From the entries that follow, copy each line in which "Keep" appears.

◆ DATA LISTING
□ □ □ □

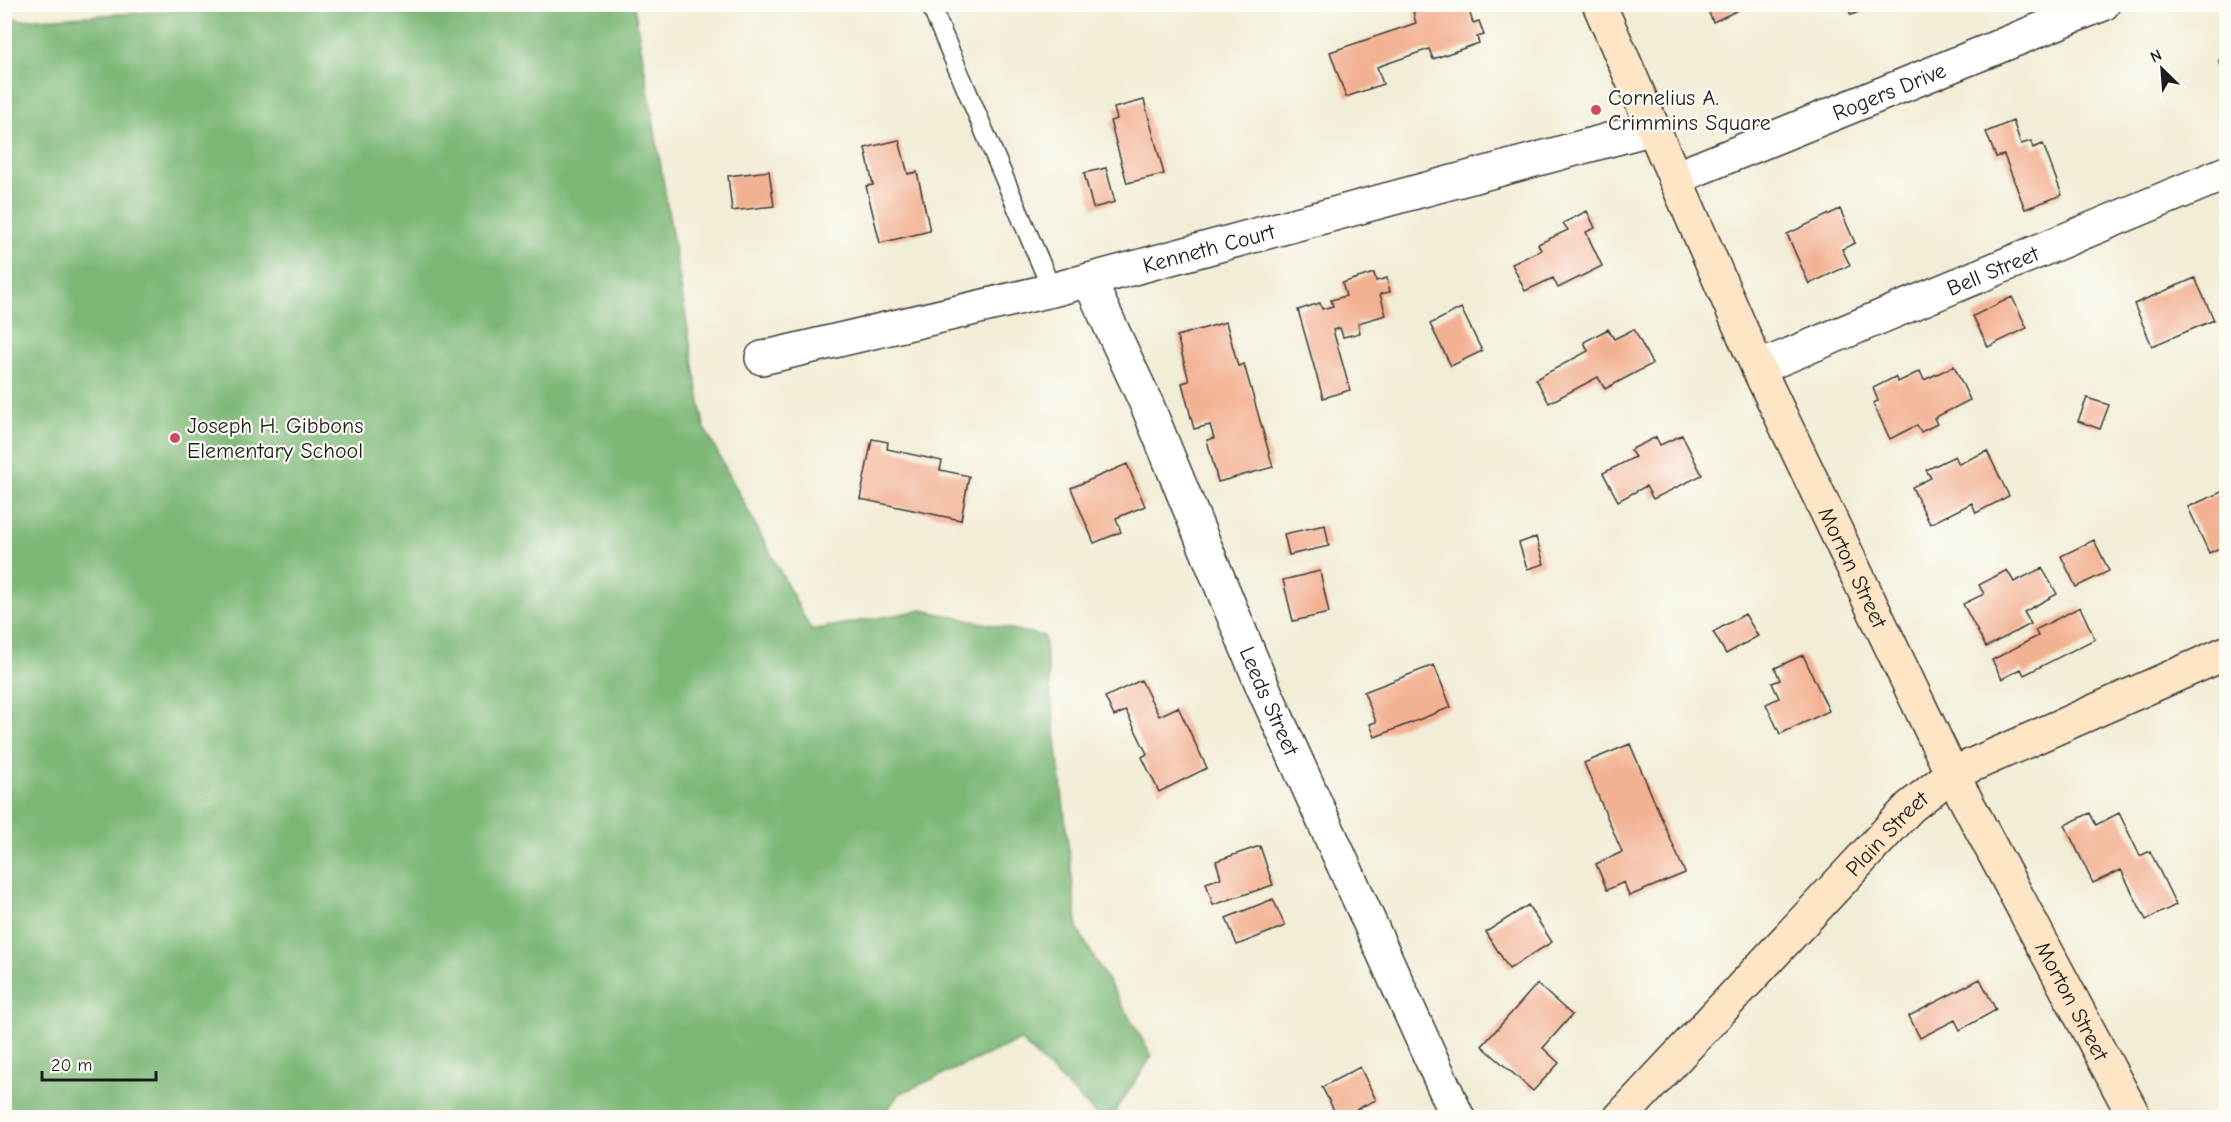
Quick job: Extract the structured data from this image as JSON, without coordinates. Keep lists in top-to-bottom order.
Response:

□ □ □ □

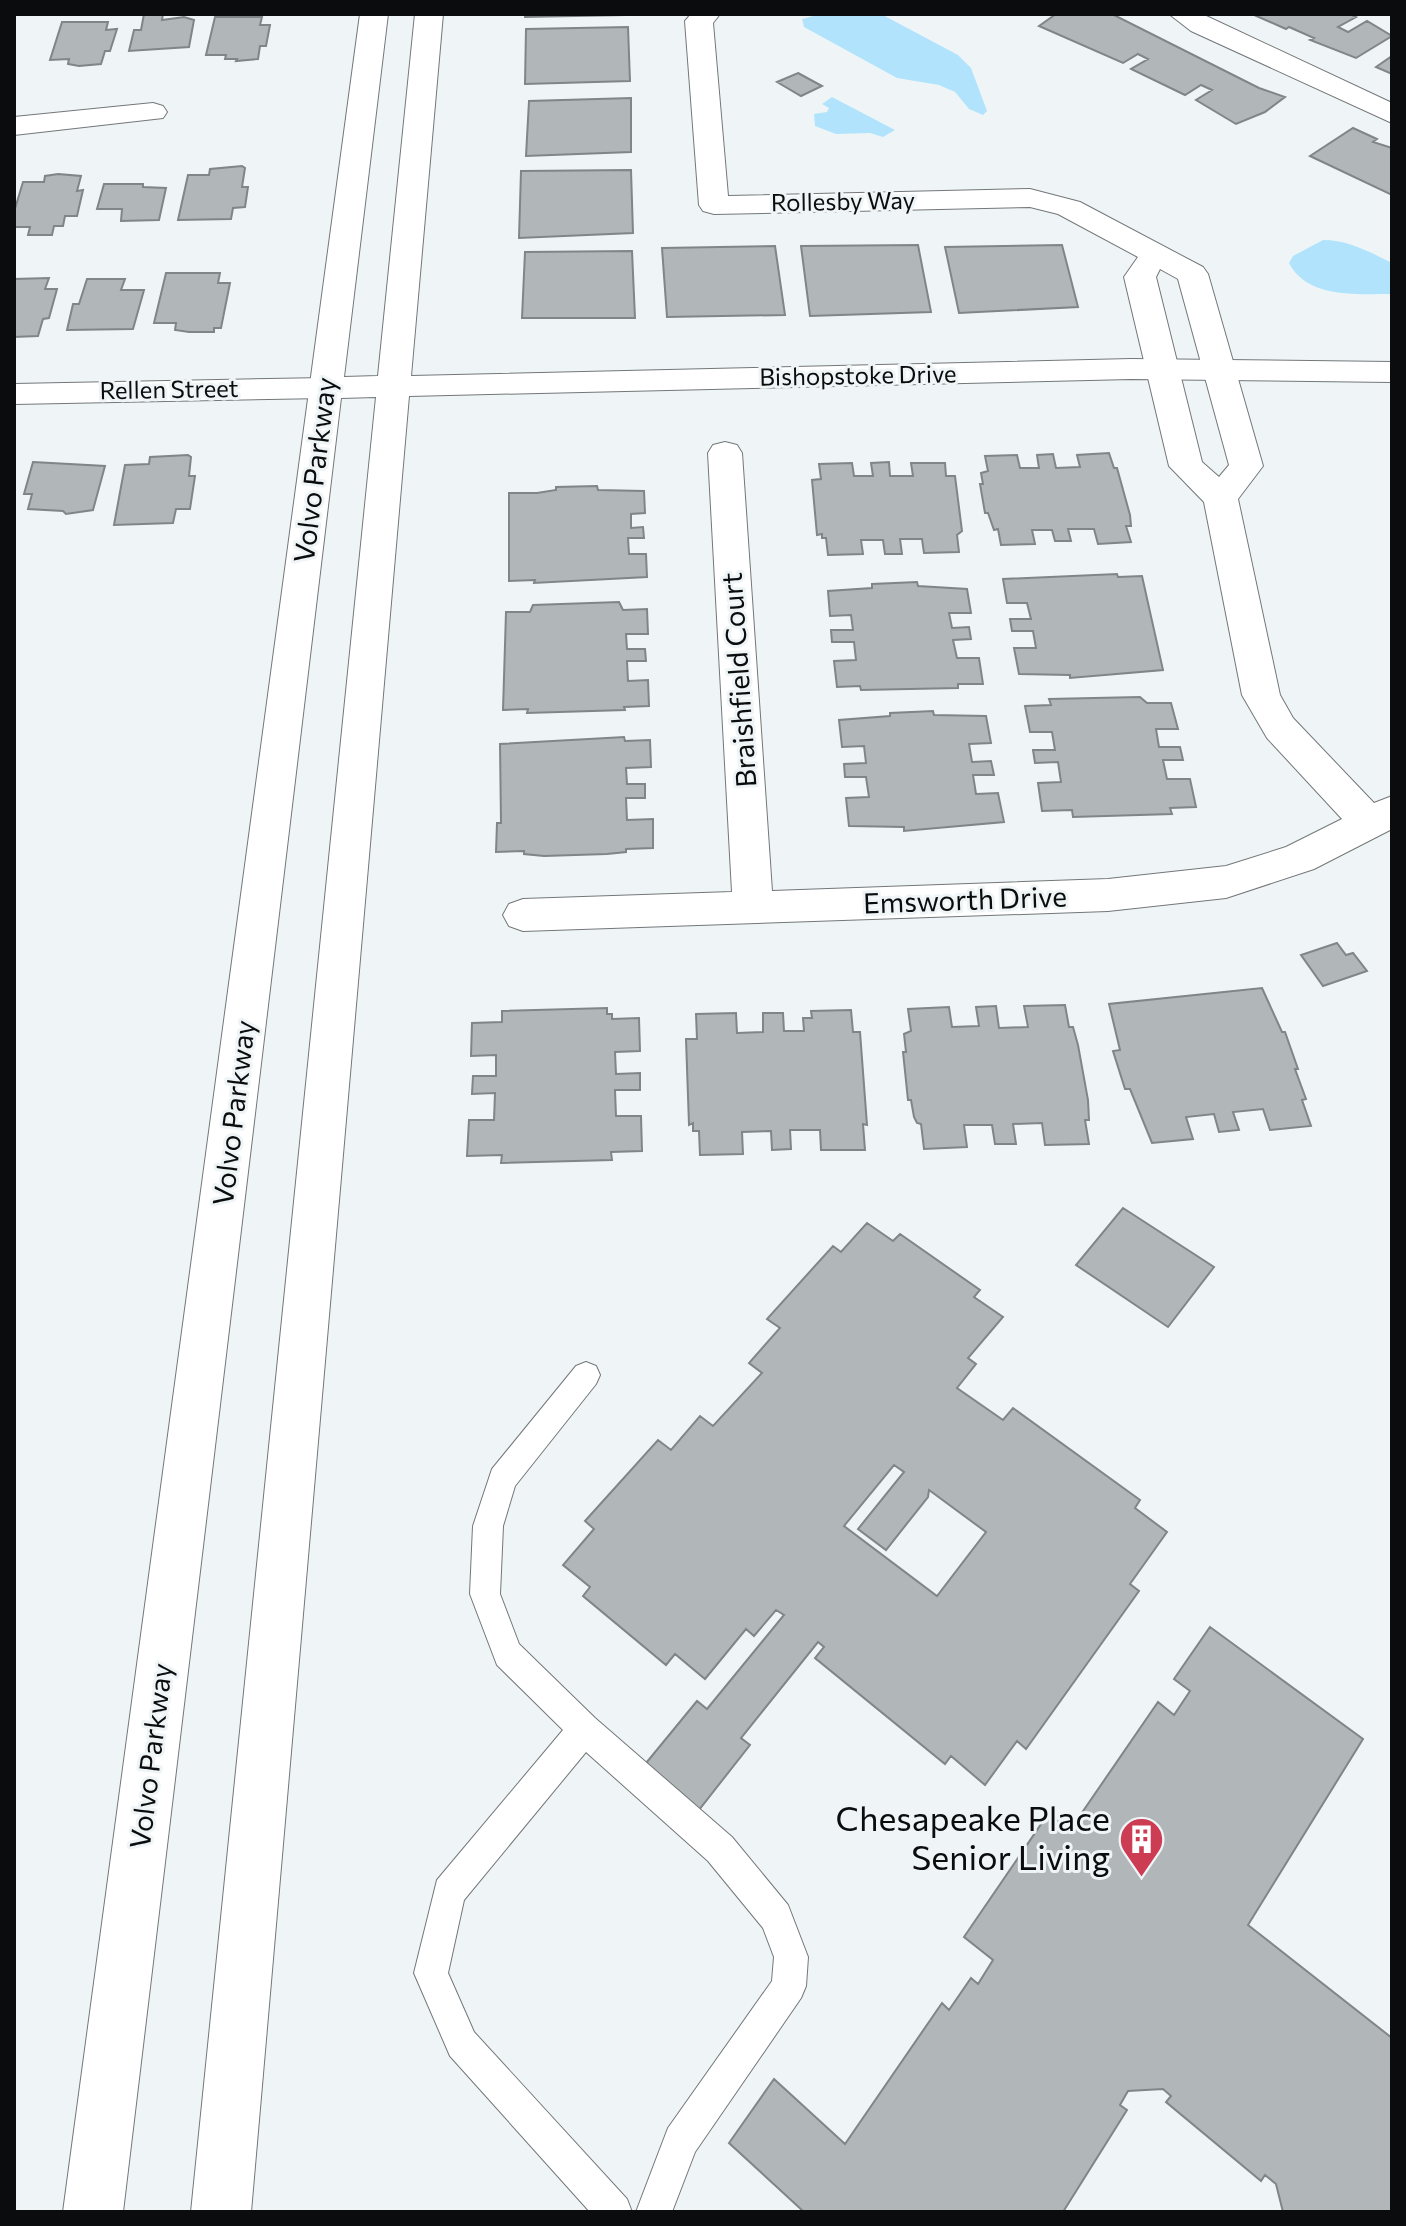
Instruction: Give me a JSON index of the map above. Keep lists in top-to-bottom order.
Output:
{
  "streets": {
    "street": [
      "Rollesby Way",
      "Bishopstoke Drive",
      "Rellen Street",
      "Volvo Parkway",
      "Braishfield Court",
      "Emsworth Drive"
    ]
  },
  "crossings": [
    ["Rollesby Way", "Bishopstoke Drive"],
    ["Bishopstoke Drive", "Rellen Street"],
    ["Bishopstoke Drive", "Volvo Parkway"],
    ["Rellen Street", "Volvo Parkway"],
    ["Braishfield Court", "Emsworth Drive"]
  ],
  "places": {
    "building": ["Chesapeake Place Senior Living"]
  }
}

□ □ □ □

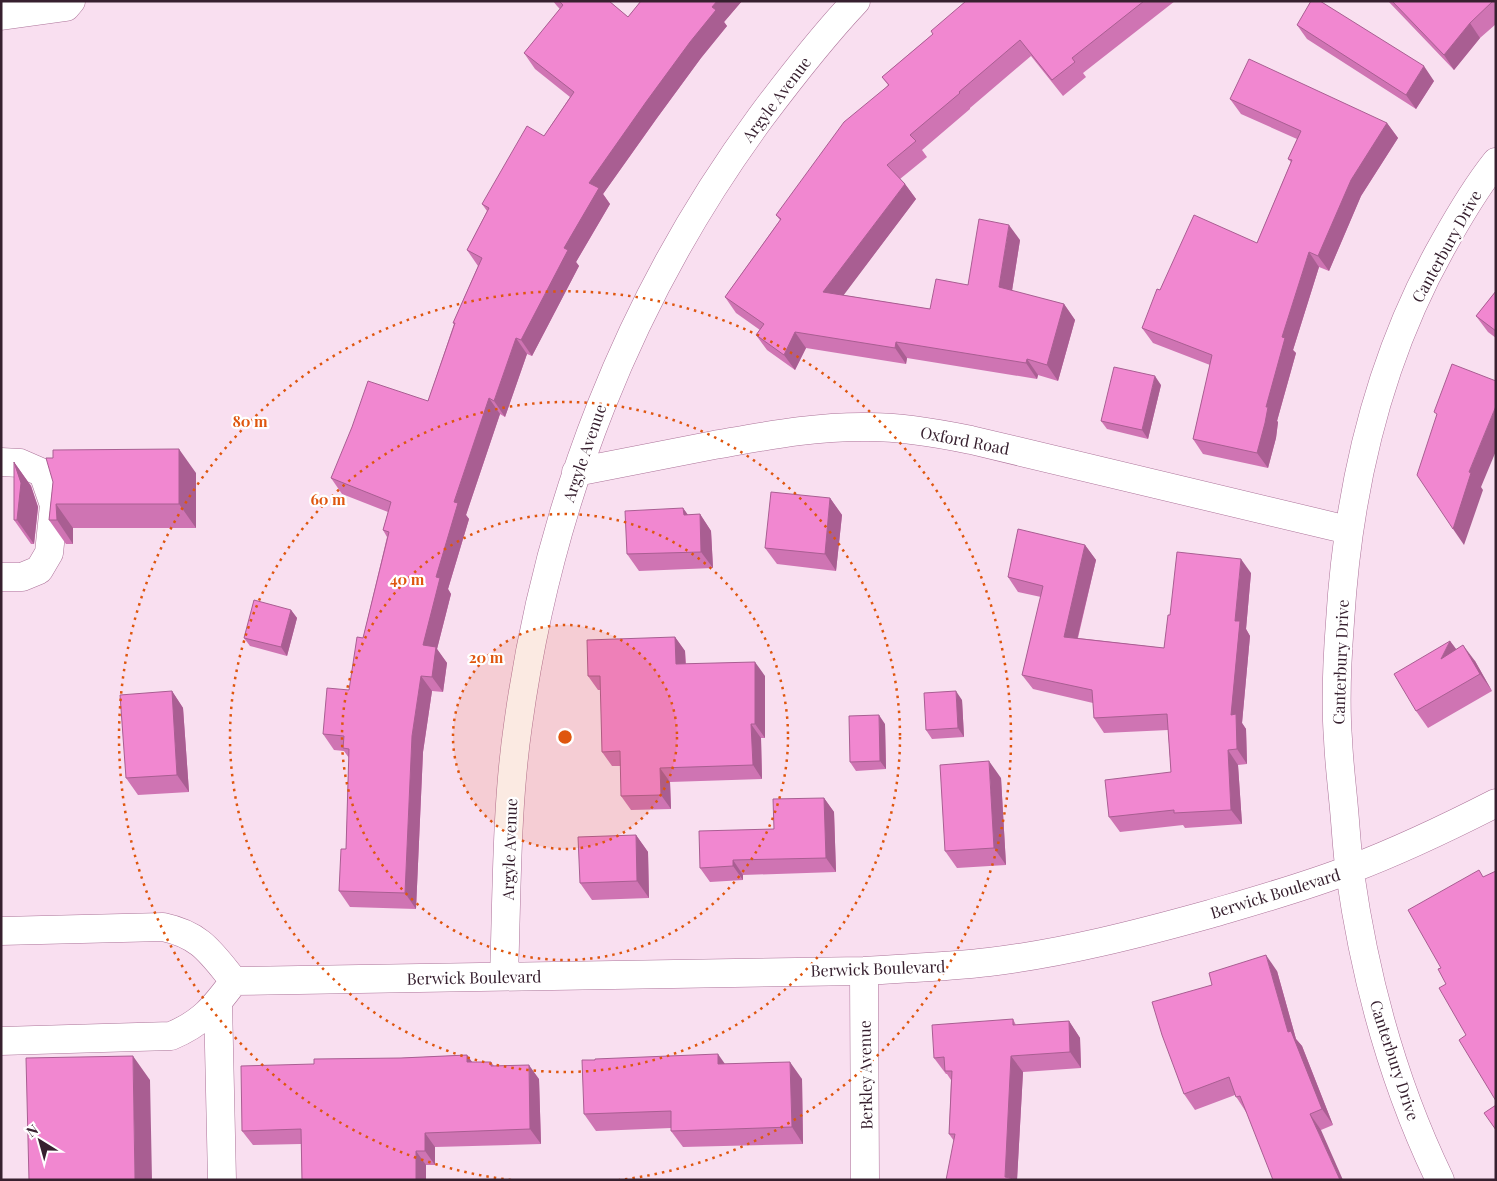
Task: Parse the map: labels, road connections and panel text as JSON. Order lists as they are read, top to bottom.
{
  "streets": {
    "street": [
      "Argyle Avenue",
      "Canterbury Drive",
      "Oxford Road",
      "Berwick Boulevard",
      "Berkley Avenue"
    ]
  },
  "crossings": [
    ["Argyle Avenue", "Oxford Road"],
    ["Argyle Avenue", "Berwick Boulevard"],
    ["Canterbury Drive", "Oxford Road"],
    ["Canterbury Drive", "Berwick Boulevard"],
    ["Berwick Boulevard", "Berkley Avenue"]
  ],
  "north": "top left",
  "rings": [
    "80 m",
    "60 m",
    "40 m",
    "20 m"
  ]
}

□ □ □ □

◆ EXPECTED ANSWER
Quick job: Extract the structured data from this image as JSON, without coordinates. Keep lists in top-to-bottom order.
Instruction: Give me a JSON index of the map above. Keep lists in top-to-bottom order.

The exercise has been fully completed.